Chidambaram urged both parties to reject any revised version of the legislation, warning that support would amount to a “betrayal” of the principles that shaped their opposition when the proposal was considered by the Lok Sabha in April.
“The BJP is planning to bring back the 131st Constitution Amendment Bill that failed in the last session of Parliament in April 2026,” Chidambaram said in a social media post. He alleged that the ruling party was attempting to persuade the two regional parties to vote for the measure or help its passage through abstentions.
His intervention has placed renewed attention on the parliamentary arithmetic surrounding the constitutional amendment, which would require a majority of the total membership of each House and the support of at least two-thirds of members present and voting.
The earlier Bill was defeated in the Lok Sabha on April 17 despite receiving 298 votes in favour and 230 against. With 528 members voting, the measure needed 352 votes to meet the constitutionally mandated two-thirds threshold. It fell 54 votes short, forcing the government to withdraw associated proposals dealing with delimitation and changes to Union Territory laws.
The legislation sought to raise the maximum elected strength of the Lok Sabha to 850 members. Of these, up to 815 would represent constituencies in the states and 35 would represent Union Territories. The current constitutional ceiling provides for up to 530 elected members from the states and 20 from Union Territories, although the House presently has 543 elected seats.
The Bill also proposed giving Parliament greater authority to determine which census would be used for allocating seats and redrawing constituencies. It would have enabled a delimitation exercise through a commission established by law, while removing provisions that have kept the distribution of parliamentary seats frozen for decades.

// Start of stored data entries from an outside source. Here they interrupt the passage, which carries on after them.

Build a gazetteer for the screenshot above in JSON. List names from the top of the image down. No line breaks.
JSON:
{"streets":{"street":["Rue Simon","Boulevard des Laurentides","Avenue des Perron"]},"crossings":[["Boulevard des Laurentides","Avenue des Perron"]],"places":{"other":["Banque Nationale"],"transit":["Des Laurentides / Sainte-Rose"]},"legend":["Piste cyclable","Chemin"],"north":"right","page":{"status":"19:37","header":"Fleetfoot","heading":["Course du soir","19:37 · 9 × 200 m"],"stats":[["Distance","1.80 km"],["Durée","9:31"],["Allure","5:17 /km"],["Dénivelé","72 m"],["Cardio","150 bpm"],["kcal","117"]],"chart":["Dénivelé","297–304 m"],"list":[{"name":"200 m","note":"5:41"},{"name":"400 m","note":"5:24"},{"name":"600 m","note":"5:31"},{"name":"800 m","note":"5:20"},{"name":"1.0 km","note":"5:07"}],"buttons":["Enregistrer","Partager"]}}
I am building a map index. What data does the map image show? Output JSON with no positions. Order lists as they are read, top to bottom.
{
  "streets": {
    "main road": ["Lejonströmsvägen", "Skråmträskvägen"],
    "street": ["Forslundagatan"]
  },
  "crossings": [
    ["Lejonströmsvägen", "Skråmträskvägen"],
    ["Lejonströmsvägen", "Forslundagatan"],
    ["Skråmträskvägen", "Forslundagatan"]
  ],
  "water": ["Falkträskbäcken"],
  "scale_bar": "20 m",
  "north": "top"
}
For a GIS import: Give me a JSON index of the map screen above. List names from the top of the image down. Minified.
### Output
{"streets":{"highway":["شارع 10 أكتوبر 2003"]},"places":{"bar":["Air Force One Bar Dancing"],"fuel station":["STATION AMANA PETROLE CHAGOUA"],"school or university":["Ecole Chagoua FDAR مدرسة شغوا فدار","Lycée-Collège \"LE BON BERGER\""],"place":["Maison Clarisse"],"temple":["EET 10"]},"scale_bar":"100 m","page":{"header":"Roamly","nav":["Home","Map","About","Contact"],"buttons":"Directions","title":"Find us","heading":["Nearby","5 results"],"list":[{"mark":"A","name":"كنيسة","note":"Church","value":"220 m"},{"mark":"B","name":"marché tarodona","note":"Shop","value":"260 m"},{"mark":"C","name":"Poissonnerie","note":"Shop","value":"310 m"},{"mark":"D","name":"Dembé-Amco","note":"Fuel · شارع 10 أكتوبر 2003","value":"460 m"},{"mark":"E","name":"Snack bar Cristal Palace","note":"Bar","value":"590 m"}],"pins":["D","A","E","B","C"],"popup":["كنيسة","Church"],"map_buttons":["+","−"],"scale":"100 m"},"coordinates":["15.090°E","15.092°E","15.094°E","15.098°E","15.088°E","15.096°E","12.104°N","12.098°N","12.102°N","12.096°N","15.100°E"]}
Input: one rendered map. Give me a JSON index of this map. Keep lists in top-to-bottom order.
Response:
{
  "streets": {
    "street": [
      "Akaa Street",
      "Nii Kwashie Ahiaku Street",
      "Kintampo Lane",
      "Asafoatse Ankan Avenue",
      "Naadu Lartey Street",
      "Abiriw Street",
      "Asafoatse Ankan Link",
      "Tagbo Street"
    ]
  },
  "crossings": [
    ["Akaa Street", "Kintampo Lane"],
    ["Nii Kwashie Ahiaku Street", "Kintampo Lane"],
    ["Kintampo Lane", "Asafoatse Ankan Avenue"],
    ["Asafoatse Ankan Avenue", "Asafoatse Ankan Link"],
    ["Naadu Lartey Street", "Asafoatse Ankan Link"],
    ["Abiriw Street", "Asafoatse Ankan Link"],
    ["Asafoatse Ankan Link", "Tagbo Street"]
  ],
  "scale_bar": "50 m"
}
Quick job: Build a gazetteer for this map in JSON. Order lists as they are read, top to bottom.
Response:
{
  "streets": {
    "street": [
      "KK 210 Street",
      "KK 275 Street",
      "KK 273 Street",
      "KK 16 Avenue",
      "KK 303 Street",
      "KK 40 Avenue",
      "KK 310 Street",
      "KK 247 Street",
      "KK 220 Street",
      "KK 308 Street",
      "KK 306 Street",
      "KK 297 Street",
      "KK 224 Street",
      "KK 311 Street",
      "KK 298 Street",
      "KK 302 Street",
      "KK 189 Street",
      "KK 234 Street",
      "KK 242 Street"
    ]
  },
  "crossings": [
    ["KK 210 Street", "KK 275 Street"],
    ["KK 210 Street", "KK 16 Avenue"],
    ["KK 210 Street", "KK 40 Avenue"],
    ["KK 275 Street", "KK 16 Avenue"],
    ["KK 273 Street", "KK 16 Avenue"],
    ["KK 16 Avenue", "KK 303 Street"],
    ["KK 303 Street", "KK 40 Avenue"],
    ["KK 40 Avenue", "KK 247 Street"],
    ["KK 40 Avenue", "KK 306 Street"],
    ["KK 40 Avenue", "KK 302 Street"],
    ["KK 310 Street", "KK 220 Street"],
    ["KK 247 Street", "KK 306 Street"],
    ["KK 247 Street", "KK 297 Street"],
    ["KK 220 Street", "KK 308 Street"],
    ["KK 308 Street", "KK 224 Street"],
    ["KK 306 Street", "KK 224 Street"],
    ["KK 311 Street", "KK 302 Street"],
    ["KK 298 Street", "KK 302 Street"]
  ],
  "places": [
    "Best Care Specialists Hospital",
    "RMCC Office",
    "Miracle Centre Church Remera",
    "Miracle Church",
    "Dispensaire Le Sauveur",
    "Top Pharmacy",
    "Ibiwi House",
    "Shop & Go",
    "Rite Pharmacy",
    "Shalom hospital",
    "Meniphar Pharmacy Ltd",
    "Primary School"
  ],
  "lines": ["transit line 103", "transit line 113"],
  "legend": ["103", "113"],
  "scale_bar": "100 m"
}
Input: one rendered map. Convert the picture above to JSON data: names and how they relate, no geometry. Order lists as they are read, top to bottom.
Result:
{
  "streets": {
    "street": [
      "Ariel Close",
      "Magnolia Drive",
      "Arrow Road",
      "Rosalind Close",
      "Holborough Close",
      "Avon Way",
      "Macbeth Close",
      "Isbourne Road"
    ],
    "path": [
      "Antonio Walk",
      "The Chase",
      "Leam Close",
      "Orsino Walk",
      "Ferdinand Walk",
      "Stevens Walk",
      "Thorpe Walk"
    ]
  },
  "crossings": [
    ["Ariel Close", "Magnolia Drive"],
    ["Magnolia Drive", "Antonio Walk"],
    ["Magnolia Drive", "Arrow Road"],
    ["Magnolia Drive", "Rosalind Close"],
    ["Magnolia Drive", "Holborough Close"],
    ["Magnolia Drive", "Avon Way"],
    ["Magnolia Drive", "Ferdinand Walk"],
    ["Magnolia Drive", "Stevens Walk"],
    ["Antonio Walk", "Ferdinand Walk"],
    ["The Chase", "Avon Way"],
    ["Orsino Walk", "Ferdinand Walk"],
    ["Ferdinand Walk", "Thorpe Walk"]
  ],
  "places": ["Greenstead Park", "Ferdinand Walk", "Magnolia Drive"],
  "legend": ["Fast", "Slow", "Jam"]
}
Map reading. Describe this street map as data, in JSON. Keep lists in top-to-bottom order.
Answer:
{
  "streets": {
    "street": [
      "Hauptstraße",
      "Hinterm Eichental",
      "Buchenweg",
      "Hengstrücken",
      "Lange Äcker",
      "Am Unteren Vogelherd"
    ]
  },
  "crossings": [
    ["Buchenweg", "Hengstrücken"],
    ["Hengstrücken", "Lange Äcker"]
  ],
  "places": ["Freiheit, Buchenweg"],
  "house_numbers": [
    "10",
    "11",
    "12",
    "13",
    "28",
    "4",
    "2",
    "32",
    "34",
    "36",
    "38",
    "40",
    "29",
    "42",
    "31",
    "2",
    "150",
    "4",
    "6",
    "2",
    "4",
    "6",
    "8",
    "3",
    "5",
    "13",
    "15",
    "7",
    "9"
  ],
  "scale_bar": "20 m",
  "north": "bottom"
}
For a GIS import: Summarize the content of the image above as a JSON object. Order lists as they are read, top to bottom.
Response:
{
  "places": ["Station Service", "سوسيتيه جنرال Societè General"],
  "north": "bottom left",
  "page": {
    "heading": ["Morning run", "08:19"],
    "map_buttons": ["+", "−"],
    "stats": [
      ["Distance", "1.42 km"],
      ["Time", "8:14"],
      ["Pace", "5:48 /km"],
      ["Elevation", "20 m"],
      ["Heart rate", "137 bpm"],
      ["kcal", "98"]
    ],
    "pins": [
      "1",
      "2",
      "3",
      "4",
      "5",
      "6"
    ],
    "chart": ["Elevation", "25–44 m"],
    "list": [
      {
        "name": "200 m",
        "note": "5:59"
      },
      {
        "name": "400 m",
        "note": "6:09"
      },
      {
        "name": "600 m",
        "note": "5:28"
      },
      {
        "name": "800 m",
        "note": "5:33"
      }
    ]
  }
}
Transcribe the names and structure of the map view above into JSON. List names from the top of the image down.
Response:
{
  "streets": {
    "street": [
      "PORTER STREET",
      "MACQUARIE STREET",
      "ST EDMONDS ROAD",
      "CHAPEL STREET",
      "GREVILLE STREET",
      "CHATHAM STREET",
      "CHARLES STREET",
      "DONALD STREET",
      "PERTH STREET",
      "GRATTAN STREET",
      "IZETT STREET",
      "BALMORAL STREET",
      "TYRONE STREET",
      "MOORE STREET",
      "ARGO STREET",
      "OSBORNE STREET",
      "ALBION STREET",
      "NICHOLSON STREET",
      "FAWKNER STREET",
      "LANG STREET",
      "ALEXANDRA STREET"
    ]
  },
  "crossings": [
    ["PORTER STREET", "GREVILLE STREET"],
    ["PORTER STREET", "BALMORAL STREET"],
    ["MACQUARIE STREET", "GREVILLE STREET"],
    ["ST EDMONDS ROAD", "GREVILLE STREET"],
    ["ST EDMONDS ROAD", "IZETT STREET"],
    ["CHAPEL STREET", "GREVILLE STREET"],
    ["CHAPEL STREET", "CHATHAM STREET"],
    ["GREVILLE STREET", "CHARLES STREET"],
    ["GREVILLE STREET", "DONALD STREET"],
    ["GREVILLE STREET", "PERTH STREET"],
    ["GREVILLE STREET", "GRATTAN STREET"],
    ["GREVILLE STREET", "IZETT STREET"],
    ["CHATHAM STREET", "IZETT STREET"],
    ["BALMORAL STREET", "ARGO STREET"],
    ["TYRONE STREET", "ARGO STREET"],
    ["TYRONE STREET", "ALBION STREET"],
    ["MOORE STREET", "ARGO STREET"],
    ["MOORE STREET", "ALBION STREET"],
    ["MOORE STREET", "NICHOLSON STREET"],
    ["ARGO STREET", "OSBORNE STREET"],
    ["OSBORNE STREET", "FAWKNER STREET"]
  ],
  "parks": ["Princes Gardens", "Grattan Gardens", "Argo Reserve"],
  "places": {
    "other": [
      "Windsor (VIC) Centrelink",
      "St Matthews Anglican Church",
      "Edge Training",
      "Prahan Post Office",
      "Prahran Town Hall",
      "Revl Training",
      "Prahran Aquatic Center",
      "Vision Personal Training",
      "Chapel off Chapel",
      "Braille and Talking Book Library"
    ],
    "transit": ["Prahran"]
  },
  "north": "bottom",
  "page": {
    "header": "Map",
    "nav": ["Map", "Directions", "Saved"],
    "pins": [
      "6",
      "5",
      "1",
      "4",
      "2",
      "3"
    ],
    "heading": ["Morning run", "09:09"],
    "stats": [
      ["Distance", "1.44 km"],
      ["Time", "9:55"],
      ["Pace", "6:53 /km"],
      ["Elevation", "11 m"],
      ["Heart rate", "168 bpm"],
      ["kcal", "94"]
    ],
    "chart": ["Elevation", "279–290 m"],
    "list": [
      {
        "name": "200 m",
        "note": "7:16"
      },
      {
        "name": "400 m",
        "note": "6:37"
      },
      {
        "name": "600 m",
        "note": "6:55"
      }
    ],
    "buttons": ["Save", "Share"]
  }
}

The legislative package was presented as a route to implementing the 33 per cent reservation for women in the Lok Sabha and state assemblies before the 2029 general election. The women’s quota law enacted in 2023 links implementation to a delimitation exercise following the publication of a census conducted after the amendment came into force.
Opposition parties challenged the April proposal because it combined women’s reservation with a wider restructuring of parliamentary representation. Parties from southern states argued that population-based allocation could reduce their relative influence because states that achieved stronger population control could gain fewer additional seats than faster-growing northern states.
The government maintained that every state would gain seats under an expansion of the Lok Sabha. Home Minister Amit Shah has said a proposed 50 per cent increase would raise the House’s strength from 543 to 816 and provide additional representation to all southern states. The earlier constitutional Bill, however, permitted a maximum House strength of 850.
The DMK had opposed the April package and subsequently reiterated that it would not accept a delimitation formula that compromised Tamil Nadu’s representation or penalised states for controlling population growth. Its position is politically significant after strains emerged in its relationship with Congress and speculation grew that the BJP could seek issue-based cooperation.
The NCP also voted against the measure during the earlier contest. Chidambaram’s appeal reflects concern within Congress that shifts among regional parties could weaken the opposition’s ability to block a constitutional amendment in a House where the BJP-led coalition does not independently possess the required two-thirds majority.
The BJP could benefit if opposition parties abstain because the second threshold is calculated from members present and voting. Nevertheless, the amendment must also secure the support of a majority of the Lok Sabha’s total membership, limiting the effect of abstentions unless the government retains sufficient affirmative votes.